Message to SBJC Families, December 2, 2020
December 2, 2020
Dear SBJC Families,
It is with the combined efforts of our SBJC students, families, faculty and staff that the doors to our campuses have been able to remain open for over three months. I have been a witness to the sacrifices and the challenges that our faculty and staff have faced in ensuring that our students learn in person. They are our frontline heroes!
Since opening school for in-seat learning on September 8, 2020, the South Bergen Jointure Commission has had 15 confirmed cases of COVID-19. As of the writing of this letter, there has been no transmission of the virus within our school buildings. With an increase in the number of cases around the county and country, we must continue to remain vigilant—and if possible, become more vigilant—in the steps we take to prevent this virus from spreading in our schools.
I’m communicating with you today to ask for your help in this matter.
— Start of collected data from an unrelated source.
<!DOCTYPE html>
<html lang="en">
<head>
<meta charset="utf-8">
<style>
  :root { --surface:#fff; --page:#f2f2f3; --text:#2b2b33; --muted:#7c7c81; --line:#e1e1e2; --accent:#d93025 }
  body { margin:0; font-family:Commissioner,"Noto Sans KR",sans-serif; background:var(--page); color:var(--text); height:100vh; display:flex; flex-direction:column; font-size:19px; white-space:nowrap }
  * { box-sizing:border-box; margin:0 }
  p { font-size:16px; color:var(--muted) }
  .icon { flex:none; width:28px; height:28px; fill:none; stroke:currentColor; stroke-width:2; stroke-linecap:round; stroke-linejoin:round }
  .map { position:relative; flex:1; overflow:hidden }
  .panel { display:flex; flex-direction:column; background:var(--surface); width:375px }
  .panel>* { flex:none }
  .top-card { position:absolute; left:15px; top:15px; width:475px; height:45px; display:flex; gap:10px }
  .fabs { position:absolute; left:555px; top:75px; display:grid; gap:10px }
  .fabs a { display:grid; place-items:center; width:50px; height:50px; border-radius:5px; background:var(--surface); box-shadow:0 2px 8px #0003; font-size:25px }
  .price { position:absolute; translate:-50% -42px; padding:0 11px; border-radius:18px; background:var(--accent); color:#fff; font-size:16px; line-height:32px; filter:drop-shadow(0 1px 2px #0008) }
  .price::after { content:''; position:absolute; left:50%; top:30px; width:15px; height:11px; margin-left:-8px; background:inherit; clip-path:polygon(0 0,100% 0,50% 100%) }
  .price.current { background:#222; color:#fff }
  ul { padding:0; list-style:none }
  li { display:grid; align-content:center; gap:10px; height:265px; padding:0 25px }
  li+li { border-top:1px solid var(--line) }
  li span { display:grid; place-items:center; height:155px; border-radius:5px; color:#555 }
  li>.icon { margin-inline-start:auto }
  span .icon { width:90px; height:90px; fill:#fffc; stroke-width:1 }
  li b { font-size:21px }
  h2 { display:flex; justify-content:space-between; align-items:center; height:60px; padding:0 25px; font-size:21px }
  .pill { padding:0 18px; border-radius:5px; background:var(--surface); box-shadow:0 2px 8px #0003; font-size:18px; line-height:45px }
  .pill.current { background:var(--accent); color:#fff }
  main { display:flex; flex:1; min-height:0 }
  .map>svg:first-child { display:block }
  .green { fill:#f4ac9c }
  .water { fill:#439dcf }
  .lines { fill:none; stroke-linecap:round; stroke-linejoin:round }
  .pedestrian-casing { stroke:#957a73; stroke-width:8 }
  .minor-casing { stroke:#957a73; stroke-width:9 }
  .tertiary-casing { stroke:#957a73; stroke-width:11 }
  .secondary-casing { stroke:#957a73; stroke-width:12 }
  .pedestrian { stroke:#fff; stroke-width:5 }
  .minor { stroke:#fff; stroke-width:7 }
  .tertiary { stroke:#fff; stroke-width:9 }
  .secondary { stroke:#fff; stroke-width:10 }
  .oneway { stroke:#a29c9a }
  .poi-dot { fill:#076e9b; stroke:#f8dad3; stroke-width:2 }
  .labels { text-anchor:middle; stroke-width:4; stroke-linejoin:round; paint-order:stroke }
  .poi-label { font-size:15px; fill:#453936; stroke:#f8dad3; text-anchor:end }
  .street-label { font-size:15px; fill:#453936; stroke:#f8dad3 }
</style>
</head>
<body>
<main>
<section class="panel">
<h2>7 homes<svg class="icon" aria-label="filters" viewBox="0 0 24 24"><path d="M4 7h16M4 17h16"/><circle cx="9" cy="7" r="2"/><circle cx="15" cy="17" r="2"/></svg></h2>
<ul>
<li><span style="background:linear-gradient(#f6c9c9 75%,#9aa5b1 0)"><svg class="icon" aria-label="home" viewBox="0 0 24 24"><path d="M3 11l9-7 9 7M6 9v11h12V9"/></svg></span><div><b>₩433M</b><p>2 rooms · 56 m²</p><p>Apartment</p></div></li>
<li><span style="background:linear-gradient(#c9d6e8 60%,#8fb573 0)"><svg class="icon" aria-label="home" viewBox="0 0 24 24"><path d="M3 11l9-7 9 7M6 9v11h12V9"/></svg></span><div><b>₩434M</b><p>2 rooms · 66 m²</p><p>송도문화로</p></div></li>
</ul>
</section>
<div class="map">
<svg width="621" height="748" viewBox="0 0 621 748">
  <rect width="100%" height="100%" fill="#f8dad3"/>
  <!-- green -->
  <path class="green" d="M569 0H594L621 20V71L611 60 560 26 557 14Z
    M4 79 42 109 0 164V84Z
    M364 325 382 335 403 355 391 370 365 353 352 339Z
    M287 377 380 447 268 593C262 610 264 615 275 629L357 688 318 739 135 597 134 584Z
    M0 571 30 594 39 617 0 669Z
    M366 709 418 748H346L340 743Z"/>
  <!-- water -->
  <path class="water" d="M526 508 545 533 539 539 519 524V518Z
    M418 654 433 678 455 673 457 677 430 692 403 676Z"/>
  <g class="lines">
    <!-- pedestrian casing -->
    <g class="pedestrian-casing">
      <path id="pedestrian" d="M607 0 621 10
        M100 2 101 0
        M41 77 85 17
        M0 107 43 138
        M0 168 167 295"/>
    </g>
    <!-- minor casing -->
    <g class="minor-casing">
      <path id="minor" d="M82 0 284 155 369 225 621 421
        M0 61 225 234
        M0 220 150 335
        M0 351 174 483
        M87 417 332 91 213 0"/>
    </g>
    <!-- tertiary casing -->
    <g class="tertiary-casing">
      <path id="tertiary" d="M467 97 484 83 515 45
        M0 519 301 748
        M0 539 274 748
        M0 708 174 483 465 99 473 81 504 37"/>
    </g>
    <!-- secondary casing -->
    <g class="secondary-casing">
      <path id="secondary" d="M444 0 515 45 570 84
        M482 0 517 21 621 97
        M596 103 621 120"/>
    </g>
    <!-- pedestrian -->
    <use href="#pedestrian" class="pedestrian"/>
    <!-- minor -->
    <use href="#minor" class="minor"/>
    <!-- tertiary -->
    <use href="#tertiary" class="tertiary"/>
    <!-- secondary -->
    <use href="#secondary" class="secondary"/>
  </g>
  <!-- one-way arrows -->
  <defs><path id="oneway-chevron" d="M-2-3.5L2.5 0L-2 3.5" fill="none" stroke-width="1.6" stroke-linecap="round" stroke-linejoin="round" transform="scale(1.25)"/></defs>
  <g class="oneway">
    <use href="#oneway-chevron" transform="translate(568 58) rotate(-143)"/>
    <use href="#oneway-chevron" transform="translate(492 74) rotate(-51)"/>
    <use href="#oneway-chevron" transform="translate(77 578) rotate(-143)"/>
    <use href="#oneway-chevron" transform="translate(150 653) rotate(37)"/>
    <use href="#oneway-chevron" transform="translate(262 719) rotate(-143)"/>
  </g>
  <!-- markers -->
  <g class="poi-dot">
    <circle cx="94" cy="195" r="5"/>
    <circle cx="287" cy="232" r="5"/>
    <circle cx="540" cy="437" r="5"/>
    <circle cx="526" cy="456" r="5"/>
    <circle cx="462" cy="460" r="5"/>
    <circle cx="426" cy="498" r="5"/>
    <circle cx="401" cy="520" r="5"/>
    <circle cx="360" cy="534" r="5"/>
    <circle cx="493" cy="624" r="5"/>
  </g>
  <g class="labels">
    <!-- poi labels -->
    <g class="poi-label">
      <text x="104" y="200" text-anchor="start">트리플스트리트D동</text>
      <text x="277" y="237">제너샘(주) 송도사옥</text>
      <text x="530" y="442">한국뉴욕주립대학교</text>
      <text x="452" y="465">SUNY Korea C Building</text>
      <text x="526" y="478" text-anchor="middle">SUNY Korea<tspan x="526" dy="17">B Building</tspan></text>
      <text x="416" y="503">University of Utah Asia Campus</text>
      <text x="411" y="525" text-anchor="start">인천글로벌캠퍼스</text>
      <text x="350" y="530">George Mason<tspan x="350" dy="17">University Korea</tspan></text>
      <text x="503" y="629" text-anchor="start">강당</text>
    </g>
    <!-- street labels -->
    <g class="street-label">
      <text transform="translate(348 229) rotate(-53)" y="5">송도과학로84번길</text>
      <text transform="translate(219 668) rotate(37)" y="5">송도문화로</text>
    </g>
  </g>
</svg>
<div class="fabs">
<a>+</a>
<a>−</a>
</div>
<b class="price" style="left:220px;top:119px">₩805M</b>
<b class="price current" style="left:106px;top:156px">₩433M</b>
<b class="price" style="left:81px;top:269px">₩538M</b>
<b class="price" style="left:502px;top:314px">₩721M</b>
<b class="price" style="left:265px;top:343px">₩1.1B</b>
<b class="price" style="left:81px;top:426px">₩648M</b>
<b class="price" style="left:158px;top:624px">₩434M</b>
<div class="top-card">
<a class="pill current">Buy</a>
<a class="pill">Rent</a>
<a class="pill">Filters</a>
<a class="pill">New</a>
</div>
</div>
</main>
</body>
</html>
Last week, the New Jersey Department of Health released an update to their COVID-19 Public Health Recommendations for Local Health Departments for K-12 Schools. This update outlines some guidance for the closure of schools due to threats to public health. Some general notes:
The definition of close-contact has been changed to being within 6 feet of someone with suspected or known COVID for 15 or more minutes during a 24-hour period. Please note, this is a “rolling” 24-hour time period.
Students who live in the same house as someone who has symptoms and meets the COVID-19 exclusion criteria shall be excluded from school until the symptomatic individual receives a negative test result or the quarantine period ends, provided all symptoms have resolved.
When evaluating case spread and local outbreaks, we closely examine whether or not the positive cases are connected to each other and connected to our schools. More often than not, we are finding, through our contact-tracing, that the spread is linked to events and places outside of the school community. Specifically, indoor social events during the evenings and weekends.
We wish to continue with our in-person model but we need your help. With the winter months now here, we need to do everything we can to promote behaviors that reduce COVID-19’s spread. Last week, members of our Restart Committee met to discuss these three key factors that can only occur with the help of our SBJC families:
1. Avoid the 3Cs
Please be mindful of avoiding the 3Cs: Closed spaces, Crowded places, and Close-contact settings.
2. Stay Home When Sick
In order to keep our entire community safe, it’s important that your child stays home when:
- Your child is sick.
- Your child has been tested for COVID-19 and is awaiting results.
- Your child has been in close contact with someone with COVID-19.
- Someone in your home is being tested for COVID-19.
If your child is sick, please immediately notify the school nurse if your child test positives for COVID-19 or has been exposed to someone with COVID-19 symptoms or a confirmed or suspected case.
3. Practice Hand Hygiene and Respiratory Etiquette
For many of our students, instructional time has been dedicated to teaching hand hygiene and respiratory etiquette within the school setting. You can help us by practicing and reinforcing these behaviors with your child at home. Continue practicing and reinforcing correct handwashing (20 seconds with soap and water) as well as covering coughs and sneezes with a tissue (followed by washing hands or using hand sanitizer).
4. Practice Wearing Masks
Continue practicing the correct wearing of masks whenever the opportunity arises. The CDC highly recommends masks that are two or more layers of washable, breathable fabric. Gaiters or face shields are not recommended as their effectiveness is unknown at this time. Please visit our website for more information on how to promote these behaviors.
5. Avoid Travelling
Governor Murphy and the state of New Jersey strongly discourages all non-essential interstate travel at this time. Anyone travelling outside of New York, Connecticut, Pennsylvania, and Delaware should self-quarantine for 14 days.
We ask that you please review these guidelines, that you practice these behaviors with your children as part of their daily routine, and that you reach out to us if you need support in the process. Our community is much stronger united than we are apart.